Tariq watched in wide-eyed horror as David reached into his jacket, tore a piece of the inner lining, and took out a SIM card that had been taped inside. Then he removed the SIM card in Tariq’s phone, put the new card in, and taped Tariq’s original SIM card back into the lining of his jacket.
“You are now officially a Mossad agent,” he smiled. “All that’s left is to turn it on.”
But Tariq would have none of it. The fear in his eyes told the story, and he began to talk.
52
Jalal Zandi tried to tell himself to calm down.

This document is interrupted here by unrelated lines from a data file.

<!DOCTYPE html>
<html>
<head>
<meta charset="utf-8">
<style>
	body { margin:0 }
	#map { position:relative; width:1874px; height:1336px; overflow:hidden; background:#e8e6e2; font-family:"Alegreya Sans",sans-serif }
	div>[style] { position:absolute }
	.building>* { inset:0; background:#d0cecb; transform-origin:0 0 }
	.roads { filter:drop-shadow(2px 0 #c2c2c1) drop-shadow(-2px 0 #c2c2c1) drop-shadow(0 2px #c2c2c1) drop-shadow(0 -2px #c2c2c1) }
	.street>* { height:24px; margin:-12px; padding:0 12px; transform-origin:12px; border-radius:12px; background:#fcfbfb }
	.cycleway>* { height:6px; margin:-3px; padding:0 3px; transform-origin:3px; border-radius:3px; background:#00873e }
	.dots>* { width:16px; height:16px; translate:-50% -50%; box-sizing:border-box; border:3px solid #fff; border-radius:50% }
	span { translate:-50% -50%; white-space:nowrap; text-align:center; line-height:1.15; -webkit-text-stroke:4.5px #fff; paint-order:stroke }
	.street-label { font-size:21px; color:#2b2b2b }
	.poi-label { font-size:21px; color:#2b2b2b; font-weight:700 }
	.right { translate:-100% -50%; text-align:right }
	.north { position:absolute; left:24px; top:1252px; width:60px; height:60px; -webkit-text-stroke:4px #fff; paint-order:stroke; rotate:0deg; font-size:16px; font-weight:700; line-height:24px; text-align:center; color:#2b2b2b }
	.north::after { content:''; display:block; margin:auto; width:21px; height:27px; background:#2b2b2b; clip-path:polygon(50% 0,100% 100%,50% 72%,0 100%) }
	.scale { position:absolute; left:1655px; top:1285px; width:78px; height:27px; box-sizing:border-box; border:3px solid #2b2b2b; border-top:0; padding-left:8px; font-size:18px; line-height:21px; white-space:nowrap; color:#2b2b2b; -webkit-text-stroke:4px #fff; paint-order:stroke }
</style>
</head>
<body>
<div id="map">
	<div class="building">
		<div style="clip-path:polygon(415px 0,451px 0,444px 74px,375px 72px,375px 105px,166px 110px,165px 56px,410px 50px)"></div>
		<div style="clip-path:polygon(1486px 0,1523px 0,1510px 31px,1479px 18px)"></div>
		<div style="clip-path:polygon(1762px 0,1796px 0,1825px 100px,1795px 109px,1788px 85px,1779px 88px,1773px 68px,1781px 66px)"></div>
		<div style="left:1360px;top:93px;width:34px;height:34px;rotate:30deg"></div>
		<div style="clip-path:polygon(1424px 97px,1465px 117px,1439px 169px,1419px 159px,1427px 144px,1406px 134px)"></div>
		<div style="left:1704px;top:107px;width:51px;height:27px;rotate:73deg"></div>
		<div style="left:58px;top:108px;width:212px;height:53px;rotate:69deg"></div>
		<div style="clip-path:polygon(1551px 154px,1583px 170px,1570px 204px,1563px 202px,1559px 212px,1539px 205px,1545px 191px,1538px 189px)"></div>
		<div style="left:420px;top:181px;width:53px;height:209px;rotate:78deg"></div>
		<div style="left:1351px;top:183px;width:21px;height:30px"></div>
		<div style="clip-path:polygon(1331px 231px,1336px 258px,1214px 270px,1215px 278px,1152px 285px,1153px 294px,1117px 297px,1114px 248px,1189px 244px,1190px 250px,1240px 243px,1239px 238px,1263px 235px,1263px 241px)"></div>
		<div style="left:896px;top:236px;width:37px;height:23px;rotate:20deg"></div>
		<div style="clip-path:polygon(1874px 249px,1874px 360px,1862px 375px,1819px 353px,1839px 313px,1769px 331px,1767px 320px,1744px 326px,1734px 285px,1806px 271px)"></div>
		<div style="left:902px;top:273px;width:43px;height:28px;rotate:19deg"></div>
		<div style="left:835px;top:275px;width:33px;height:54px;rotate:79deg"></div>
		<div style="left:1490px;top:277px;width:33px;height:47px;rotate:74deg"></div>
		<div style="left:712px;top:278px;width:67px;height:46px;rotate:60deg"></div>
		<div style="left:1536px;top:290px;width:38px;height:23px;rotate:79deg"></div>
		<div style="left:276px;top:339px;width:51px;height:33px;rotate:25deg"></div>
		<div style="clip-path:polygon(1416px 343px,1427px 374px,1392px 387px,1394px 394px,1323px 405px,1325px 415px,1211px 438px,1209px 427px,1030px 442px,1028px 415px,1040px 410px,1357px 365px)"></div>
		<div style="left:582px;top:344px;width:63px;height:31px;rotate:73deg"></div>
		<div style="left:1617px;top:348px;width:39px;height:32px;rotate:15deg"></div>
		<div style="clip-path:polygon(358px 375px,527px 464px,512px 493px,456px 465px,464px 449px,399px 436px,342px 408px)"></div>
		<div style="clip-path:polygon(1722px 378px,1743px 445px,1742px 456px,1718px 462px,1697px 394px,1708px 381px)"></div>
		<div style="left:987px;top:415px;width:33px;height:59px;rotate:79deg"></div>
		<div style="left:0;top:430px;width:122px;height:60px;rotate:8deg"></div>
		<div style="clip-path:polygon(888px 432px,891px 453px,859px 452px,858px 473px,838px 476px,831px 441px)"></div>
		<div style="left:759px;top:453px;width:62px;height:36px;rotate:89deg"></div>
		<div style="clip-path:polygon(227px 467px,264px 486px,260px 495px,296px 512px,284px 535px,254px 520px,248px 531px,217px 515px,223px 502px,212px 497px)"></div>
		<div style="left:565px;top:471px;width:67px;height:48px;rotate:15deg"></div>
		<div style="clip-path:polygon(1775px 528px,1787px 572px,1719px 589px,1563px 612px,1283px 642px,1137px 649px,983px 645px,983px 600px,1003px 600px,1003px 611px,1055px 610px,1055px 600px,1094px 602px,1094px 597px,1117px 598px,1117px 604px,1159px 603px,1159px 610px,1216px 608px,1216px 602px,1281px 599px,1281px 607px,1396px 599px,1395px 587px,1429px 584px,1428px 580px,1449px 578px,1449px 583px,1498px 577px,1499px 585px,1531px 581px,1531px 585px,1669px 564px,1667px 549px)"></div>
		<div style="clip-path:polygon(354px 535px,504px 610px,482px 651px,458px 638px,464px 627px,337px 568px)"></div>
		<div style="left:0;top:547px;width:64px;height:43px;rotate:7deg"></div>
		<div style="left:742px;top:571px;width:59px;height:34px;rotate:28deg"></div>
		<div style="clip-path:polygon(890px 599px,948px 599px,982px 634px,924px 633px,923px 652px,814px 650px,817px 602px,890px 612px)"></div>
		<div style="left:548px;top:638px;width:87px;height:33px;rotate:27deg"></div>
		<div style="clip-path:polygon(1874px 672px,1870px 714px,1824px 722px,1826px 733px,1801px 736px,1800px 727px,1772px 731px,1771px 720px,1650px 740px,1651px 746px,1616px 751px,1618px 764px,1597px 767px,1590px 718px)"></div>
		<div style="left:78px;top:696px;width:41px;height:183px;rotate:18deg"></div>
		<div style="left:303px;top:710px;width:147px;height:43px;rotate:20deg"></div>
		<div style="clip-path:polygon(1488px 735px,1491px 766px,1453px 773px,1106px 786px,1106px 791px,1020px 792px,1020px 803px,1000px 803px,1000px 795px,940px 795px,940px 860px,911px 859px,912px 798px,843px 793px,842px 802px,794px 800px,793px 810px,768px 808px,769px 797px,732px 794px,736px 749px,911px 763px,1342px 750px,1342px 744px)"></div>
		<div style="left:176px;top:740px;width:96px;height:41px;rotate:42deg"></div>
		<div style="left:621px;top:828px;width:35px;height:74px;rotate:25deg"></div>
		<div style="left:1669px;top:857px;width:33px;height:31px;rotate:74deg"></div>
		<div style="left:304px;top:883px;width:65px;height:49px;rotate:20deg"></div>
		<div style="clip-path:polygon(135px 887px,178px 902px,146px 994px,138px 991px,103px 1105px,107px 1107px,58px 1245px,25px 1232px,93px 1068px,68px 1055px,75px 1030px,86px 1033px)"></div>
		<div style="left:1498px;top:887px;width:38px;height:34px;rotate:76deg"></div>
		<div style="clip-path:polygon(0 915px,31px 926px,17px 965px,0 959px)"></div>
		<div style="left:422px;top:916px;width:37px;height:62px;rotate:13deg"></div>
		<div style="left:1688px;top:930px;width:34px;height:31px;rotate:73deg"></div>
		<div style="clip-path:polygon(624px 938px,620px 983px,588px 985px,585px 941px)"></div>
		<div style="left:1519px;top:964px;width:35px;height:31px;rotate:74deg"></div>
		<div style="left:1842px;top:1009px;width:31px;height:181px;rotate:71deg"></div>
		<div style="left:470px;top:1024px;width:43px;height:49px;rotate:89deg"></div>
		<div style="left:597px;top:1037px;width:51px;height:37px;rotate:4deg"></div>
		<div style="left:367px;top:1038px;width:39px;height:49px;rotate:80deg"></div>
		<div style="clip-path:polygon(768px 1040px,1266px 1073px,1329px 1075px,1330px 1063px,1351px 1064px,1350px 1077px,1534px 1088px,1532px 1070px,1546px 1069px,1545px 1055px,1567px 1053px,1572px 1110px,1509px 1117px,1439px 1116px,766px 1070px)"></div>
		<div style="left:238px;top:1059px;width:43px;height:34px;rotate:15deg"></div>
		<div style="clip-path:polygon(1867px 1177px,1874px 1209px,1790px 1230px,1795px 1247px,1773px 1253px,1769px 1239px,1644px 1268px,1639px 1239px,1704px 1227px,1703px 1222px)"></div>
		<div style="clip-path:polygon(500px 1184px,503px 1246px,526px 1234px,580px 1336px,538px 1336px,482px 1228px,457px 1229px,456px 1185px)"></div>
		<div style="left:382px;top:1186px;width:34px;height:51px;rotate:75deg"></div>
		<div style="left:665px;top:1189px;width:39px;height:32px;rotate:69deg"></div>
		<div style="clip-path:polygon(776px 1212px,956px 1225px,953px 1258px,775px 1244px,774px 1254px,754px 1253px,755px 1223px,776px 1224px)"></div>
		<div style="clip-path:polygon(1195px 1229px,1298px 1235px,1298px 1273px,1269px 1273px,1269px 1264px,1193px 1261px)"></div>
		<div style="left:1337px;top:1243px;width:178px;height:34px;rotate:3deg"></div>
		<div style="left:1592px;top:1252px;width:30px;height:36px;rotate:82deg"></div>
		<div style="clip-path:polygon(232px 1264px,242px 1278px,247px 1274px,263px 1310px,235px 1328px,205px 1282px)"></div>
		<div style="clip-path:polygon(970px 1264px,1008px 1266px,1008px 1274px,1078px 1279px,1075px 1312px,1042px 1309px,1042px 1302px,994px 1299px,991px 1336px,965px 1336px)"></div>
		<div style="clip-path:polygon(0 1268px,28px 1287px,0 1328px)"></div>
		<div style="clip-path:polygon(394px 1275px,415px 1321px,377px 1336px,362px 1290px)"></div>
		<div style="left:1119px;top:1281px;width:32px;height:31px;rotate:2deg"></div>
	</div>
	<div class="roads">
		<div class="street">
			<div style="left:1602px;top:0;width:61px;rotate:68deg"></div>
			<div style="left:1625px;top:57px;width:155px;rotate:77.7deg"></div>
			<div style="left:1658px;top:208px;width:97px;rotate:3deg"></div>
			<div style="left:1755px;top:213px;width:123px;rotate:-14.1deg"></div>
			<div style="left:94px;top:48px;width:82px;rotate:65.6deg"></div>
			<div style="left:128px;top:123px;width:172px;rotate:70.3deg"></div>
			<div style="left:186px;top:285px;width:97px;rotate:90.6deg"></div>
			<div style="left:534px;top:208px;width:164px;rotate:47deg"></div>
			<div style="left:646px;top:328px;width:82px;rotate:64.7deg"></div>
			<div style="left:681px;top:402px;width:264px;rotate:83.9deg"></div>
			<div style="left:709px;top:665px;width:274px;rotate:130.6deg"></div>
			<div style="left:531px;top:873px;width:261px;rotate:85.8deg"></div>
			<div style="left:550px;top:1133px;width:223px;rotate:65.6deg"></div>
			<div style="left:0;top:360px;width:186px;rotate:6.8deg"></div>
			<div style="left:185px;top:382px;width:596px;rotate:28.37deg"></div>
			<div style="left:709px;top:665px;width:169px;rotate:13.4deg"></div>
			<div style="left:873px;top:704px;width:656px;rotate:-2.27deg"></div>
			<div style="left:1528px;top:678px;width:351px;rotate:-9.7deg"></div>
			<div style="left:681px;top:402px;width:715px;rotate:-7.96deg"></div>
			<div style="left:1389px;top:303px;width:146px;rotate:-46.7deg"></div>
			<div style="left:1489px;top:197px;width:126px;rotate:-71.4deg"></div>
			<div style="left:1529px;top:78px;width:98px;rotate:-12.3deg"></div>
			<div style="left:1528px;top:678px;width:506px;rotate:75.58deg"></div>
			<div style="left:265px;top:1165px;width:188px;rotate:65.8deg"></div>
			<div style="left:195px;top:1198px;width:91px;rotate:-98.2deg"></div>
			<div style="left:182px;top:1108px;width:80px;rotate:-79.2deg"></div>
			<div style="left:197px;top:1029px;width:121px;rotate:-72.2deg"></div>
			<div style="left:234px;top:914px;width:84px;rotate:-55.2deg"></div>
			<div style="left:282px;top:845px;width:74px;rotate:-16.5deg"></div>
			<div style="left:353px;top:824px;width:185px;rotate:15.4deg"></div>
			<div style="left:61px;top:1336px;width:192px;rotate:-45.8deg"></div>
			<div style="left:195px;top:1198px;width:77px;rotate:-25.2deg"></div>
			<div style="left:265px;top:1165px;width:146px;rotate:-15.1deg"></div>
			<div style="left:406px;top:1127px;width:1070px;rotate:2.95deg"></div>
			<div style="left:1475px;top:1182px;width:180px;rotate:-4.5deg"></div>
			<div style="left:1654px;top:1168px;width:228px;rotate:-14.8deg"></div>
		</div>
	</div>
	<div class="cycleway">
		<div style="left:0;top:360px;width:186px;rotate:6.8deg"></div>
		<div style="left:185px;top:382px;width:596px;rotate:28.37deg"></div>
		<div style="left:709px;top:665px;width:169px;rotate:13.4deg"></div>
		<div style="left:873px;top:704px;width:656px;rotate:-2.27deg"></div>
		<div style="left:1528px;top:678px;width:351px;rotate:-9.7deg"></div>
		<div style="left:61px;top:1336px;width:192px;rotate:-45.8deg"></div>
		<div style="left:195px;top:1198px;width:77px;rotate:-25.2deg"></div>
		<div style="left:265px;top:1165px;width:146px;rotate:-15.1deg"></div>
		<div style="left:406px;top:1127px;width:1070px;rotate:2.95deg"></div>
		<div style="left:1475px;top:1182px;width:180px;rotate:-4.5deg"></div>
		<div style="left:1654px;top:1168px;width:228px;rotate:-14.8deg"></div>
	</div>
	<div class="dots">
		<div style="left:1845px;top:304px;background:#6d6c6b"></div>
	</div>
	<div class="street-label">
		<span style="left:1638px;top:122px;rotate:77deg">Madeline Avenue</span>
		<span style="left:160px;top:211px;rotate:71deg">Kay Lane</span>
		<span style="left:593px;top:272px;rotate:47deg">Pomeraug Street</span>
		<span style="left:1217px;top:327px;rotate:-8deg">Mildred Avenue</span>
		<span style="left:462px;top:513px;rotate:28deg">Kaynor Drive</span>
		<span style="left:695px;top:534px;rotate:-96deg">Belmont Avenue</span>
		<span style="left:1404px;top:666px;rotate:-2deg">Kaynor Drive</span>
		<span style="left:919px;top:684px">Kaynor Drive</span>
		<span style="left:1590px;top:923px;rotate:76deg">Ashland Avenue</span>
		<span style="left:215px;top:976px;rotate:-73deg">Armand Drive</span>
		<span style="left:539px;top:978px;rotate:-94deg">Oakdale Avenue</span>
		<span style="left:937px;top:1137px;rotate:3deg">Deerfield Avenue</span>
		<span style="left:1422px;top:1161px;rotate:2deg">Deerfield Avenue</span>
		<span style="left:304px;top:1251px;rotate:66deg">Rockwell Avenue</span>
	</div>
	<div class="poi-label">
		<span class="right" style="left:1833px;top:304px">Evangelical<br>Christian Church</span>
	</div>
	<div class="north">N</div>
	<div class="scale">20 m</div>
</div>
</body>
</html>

He walked the floor of the 120,000-square-foot missile-assembly facility in the middle of a poverty-stricken neighborhood on the periphery of the Iranian city of Arak — a facility most locals thought built construction cranes because, in fact, half of the massive plant did — and tried not to hyperventilate. Looking scared would only make him look guilty, and looking guilty right now would be a death sentence. Inside, uniformed IRGC were everywhere. Outside, plainclothes agents acted like factory workers, truck drivers, and maintenance men, but they were all armed and beyond paranoid. They knew what had happened to Saddaji. And they knew what had happened to the nuclear facilities built by Saddam Hussein and Bashar al-Assad. They had all met the same fate, a fate none here was eager to share.
But telling oneself not to look scared or be scared hardly removed the fear, and Zandi was terrified. Hadn’t he given them everything they had asked of him so far? Hadn’t he done what he had promised? He hadn’t demanded or accepted much money, just enough not to feel like he was giving his valuable services away for free. After all, there weren’t a lot of people who did what he did or knew what he knew. All he’d ever wanted was peace of mind. He’d have done it for free, actually, if they’d asked him. All he’d wanted was not to be killed and for his family to be safe as well. It hadn’t seemed too much to ask. Until now.
He checked in with two shift supervisors and answered a few technical questions. He gave some instructions as they made final adjustments to the second of two Shahab-3 (or Meteor-3 or Shooting Star–3) ballistic missiles, an adaptation of the North Korean Nodong missile. The variant they were finishing was stronger and faster than its predecessors, with a speed of Mach 2.1 and an extended range just shy of 2,000 kilometers, or about 1,200 miles. Typically, the 2,200-pound warhead held five conventional “cluster warheads” that could break away from the missile upon reentry and hit five entirely different targets with standard explosives. But in this version, and in the others like it being finalized around the country, the standard nose cone holding the warhead was being retrofitted to hold a single nuclear warhead and all the electronics and avionics that went with it. They were using the Pakistani designs both for the nuclear warhead itself and for its attachment to the missile, the designs the Iranian regime had purchased from Tariq Khan’s uncle for a ghastly sum.
Now Dr. Saddaji was dead. Najjar Malik had defected. Khan was missing. Zandi feared for his life, but he wasn’t sure what to do next. He knew he was supposed to report any anomalies in the program up the chain of command. He had direct access, twenty-four hours a day, seven days a week, to Mohsen Jazini, commander of the Iranian Revolutionary Guard Corps, on his personal mobile phone and on his home phone. And Jazini had been clear that if there were ever an emergency and he couldn’t reach him, he should immediately contact Ali Faridzadeh, the minister of defense, whose personal mobile, home, and office numbers Zandi had been given as well. But calling either man terrified him. They were under enormous pressure from the Twelfth Imam to deliver completed, operational missiles and to get them into the field, ready to be fueled and launched as soon as possible. It had been a miracle to get the first two missiles ready for the navy, but those were entirely different kinds of missiles and far easier to complete.